Yes; there was an indication (”1 comment”, “2 comments”; whatever), but nothing to actually see, once at the Comments area. I must have refreshed a half-dozen times at least (including clearing Firefox’s cache, ad nauseum), but neither my comment or anything else appeared.
So, I tapped the “Back” button a few times, recovered the text of my original message, then posted it a second time, with the Subject-line including “2nd try”, in part (the remainder was neither spam nor profanity). Also included was an “admonishion” to the site-op; that, too, did not include profanity.
So to perhaps more-precisely refute/answer your comment of “they were all spam messages”, I say this: Why was _*my*_ commentary held back, until the proverbial tiger’s tail was twisted?
May 10th, 2006 at 10:36 pm
he who smelt it dealt it
May 10th, 2006 at 11:31 pm
someone above mentioned “playing fair”. i don’t think you’ll find anyone else with a news website who plays fairer than jon newton.
i don’t know about your missing messages. it’s happened to me, too. the best thing to do when that happens is to email jon immediately so he can sort the problem out.
i think there was a server change a month ago, so there might have been someglitches. but again, you must email jon to make him aware of a problem so he can get it sorted. i don’t have admin access, so i can’t tell you anything specific.
when this site gets those spams, like the ones i alerted jon about, it’s possible that in his haste he mistakenly deletes a real reply. he’s only human.
the best thing is to always email jon. he reads and answers all emails himself. he gets the problem fixed and explains it to everyone.
i don’t think you can play fairer than that.

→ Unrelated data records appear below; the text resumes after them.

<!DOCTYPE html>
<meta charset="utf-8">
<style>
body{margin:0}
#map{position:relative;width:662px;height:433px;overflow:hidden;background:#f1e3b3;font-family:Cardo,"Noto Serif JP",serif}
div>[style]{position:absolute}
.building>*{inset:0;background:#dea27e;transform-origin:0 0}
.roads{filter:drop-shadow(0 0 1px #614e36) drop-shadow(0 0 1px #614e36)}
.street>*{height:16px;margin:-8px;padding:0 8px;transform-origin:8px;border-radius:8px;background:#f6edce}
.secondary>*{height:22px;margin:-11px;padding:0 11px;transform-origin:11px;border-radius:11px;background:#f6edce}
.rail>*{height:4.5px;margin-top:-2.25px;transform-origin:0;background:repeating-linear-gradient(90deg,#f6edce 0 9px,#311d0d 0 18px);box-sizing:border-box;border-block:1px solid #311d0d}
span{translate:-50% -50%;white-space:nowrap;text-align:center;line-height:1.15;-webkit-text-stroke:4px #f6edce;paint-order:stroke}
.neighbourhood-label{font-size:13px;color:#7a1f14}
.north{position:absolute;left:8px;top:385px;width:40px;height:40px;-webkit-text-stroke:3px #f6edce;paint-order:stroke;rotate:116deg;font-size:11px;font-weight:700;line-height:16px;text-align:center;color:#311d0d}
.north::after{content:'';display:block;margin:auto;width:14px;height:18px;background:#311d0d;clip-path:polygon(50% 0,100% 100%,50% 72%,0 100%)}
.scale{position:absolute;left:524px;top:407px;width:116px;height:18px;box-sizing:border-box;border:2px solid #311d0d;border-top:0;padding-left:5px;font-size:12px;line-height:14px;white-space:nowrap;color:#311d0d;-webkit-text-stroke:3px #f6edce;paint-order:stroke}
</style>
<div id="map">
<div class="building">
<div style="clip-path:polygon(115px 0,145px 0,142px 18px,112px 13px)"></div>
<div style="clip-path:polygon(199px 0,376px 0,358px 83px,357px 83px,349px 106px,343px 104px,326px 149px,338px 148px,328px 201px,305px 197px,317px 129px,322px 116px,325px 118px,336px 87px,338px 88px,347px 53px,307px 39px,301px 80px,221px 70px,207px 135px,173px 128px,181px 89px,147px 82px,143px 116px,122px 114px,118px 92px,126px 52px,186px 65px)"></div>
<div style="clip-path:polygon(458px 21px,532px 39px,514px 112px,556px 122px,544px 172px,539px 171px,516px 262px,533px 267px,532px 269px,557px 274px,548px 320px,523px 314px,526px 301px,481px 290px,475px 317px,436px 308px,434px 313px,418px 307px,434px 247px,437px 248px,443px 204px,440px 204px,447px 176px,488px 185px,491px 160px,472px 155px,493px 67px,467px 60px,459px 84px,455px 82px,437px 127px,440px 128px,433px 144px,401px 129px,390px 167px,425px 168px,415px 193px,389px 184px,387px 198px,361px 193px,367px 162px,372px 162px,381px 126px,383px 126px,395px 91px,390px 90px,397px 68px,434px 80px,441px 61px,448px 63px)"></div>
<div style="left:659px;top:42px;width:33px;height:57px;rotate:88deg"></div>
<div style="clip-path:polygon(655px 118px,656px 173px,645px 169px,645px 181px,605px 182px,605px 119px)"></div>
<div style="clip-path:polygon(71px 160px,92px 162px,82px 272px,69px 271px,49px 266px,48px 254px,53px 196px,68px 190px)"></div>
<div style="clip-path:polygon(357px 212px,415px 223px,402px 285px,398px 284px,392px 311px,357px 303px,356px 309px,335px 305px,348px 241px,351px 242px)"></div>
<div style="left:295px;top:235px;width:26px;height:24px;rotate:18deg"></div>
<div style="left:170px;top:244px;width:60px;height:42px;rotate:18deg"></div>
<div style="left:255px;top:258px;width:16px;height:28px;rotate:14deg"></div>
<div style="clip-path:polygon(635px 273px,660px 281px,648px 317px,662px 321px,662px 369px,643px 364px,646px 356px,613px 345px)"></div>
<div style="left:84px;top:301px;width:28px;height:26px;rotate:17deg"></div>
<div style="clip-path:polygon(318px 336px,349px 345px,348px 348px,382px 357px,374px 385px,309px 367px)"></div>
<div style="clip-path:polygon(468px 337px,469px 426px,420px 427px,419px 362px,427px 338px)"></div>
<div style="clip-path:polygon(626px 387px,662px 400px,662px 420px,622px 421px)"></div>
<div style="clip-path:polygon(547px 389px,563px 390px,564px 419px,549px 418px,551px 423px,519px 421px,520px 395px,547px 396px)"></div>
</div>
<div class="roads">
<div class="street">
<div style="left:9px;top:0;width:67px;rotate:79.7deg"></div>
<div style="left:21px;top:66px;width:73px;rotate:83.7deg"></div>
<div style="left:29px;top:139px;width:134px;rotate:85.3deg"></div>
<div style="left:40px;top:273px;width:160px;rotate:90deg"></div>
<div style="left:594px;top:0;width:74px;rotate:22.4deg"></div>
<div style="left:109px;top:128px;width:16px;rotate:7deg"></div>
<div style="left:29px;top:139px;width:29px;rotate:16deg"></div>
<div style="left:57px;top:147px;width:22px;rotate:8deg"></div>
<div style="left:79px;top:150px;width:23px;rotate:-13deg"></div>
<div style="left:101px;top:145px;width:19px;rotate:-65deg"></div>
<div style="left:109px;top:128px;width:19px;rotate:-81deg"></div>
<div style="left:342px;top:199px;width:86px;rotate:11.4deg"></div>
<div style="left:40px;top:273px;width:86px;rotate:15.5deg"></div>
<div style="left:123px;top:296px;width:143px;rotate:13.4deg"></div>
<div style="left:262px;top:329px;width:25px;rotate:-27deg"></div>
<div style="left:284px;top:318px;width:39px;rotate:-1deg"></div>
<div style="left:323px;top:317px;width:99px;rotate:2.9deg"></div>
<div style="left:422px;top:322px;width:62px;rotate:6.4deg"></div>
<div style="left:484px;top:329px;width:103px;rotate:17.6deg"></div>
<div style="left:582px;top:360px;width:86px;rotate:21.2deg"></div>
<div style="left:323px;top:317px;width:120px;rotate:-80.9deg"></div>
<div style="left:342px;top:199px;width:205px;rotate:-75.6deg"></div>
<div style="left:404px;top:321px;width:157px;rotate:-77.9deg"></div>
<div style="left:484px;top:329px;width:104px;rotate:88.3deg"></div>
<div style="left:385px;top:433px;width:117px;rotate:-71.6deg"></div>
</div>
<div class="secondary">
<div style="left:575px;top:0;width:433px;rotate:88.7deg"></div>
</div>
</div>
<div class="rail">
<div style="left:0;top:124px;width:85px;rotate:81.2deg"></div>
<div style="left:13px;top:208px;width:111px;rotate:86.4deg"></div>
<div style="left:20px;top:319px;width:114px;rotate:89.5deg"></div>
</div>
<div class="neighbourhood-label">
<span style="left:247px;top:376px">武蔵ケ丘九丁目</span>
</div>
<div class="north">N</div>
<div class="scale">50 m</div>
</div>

May 10th, 2006 at 11:38 pm
Same on http://p2pnet.net/story/8729 and probably the same answer as below
May 15th, 2006 at 2:52 pm
rofl, here’s our next Neo in the making.
May 17th, 2006 at 6:33 pm
Granted I’m not a computer guru, but would it be possible to write a program that essentially did the same thing as BlueSecurity, just on the client side. What I mean is, would a program that took a spam mail, extracted the information, and posted a generic “remove me from the spam list” on the relevant websites, but with no connection to anyone else work? If enough people did this, it seems like it would have the same effect as BlueSecurity but without the susceptibility of a centralized server or even a decentralized network. Updates of some sort would probably be needed to keep up with the web addresses of advertisers, but at least to me it seems reasonable.
May 17th, 2006 at 9:33 pm
Looks like the spammers have won the first battle but well done to Blue Security for finding the way to eventually win the war. If you read the transcripts of the spammers discussion on specialham.com then they are clearly worried.

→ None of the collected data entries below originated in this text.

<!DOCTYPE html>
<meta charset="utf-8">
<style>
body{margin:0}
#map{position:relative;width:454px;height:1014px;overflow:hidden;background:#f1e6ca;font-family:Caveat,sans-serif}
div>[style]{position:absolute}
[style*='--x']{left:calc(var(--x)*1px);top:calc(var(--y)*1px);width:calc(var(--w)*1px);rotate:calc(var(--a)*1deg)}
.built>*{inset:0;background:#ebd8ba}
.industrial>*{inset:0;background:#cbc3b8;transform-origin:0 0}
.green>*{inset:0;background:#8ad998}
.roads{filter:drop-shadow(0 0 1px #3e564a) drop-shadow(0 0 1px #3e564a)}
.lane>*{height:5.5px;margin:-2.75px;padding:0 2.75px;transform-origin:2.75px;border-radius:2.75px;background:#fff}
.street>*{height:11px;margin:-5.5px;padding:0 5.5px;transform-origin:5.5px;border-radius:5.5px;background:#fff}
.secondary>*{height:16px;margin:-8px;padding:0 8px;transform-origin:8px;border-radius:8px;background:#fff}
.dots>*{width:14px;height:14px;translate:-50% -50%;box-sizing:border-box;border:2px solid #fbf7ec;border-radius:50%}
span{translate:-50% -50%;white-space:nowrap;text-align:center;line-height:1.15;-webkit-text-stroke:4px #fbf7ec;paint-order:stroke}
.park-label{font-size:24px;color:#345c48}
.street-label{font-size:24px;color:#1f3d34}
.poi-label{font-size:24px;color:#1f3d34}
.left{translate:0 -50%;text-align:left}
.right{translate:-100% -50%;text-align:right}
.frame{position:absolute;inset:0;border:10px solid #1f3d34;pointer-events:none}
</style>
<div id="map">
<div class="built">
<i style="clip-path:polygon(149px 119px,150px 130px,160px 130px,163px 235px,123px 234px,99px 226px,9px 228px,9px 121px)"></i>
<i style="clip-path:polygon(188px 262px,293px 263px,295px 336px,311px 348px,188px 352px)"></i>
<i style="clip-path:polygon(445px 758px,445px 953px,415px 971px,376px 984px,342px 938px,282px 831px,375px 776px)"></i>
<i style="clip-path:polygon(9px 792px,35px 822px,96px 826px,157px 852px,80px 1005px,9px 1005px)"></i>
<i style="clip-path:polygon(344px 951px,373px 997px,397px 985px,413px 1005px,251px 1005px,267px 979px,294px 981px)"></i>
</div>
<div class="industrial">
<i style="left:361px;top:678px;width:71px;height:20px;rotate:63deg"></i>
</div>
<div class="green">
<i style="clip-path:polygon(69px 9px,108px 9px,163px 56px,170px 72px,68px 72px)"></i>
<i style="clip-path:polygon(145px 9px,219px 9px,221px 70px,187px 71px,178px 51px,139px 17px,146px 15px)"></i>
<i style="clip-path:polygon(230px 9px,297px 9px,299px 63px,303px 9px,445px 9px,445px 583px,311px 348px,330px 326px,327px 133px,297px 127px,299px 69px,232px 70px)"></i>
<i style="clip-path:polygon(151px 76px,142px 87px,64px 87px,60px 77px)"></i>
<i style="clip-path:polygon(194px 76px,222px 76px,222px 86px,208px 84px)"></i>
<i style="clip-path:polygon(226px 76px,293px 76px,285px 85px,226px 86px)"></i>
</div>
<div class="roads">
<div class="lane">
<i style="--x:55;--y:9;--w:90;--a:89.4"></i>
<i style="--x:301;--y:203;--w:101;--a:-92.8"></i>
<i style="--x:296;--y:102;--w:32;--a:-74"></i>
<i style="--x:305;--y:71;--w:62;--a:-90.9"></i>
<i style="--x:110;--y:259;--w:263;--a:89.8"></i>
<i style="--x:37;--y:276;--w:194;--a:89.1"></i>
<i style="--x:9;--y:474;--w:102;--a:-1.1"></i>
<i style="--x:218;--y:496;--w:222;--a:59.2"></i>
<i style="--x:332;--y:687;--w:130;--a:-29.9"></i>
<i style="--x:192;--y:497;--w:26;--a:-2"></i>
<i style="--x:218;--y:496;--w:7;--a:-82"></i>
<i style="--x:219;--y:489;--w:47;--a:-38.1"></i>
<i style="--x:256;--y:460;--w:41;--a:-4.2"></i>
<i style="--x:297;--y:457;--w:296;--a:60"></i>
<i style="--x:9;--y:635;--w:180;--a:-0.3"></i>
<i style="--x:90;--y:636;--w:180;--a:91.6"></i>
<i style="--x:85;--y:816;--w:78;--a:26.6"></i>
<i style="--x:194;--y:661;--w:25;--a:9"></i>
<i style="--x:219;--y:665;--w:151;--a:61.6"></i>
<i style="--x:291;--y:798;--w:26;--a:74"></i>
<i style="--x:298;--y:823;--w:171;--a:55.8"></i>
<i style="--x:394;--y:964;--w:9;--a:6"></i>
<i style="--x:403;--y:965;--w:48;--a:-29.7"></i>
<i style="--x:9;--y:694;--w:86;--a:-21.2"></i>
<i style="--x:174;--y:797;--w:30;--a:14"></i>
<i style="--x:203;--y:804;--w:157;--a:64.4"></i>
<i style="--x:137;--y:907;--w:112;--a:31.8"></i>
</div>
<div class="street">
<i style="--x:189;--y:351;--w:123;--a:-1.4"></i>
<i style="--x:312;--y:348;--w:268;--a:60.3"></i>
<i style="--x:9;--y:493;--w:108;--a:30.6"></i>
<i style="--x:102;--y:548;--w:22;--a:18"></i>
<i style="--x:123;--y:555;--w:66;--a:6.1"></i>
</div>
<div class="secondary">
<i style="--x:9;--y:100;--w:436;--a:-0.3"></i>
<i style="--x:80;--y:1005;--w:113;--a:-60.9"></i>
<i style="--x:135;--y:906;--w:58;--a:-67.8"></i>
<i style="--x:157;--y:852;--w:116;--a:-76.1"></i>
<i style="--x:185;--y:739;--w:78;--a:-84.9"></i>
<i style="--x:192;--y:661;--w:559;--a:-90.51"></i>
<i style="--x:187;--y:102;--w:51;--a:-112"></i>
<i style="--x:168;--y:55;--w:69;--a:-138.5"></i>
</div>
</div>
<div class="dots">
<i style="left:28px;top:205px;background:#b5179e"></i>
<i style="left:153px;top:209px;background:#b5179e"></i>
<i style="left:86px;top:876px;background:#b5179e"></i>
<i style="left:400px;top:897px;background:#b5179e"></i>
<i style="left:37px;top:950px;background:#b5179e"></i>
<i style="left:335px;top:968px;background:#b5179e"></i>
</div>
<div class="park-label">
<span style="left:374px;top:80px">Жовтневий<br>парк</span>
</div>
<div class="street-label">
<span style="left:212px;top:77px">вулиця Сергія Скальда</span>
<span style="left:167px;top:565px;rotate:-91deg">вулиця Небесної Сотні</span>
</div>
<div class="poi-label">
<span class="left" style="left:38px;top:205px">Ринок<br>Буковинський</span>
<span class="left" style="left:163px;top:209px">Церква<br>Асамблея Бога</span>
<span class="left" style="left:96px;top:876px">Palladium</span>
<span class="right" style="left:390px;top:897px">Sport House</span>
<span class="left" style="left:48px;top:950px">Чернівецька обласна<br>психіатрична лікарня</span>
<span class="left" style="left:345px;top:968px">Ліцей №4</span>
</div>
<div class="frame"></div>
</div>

I like your idea about a p2p version. Just remember that people involved in fighting spam need to be very careful. I am sure one of the reasons behind the closure of Blue Security was violent threats made against the people involved. These guys are not geeks but mafia and will do anything to protect their interests.
That’s not a reason to give up. Just be aware…
May 26th, 2006 at 5:03 pm
Way to go BlueSecurity. I fully believe that retaliative measures have become necessary as spammers have intentionally misplaced their ethics. Spammers are preying on the internet to exploit everyone they can to get free advertisement. Douglas Elliot, what a hippocrite, to claim that it is not fair for the crap you dish out to get dealt back to you is insane. It’s about time to declare “war” on spammers, they need to pay to advertise just like legetimate businesses have done for decades.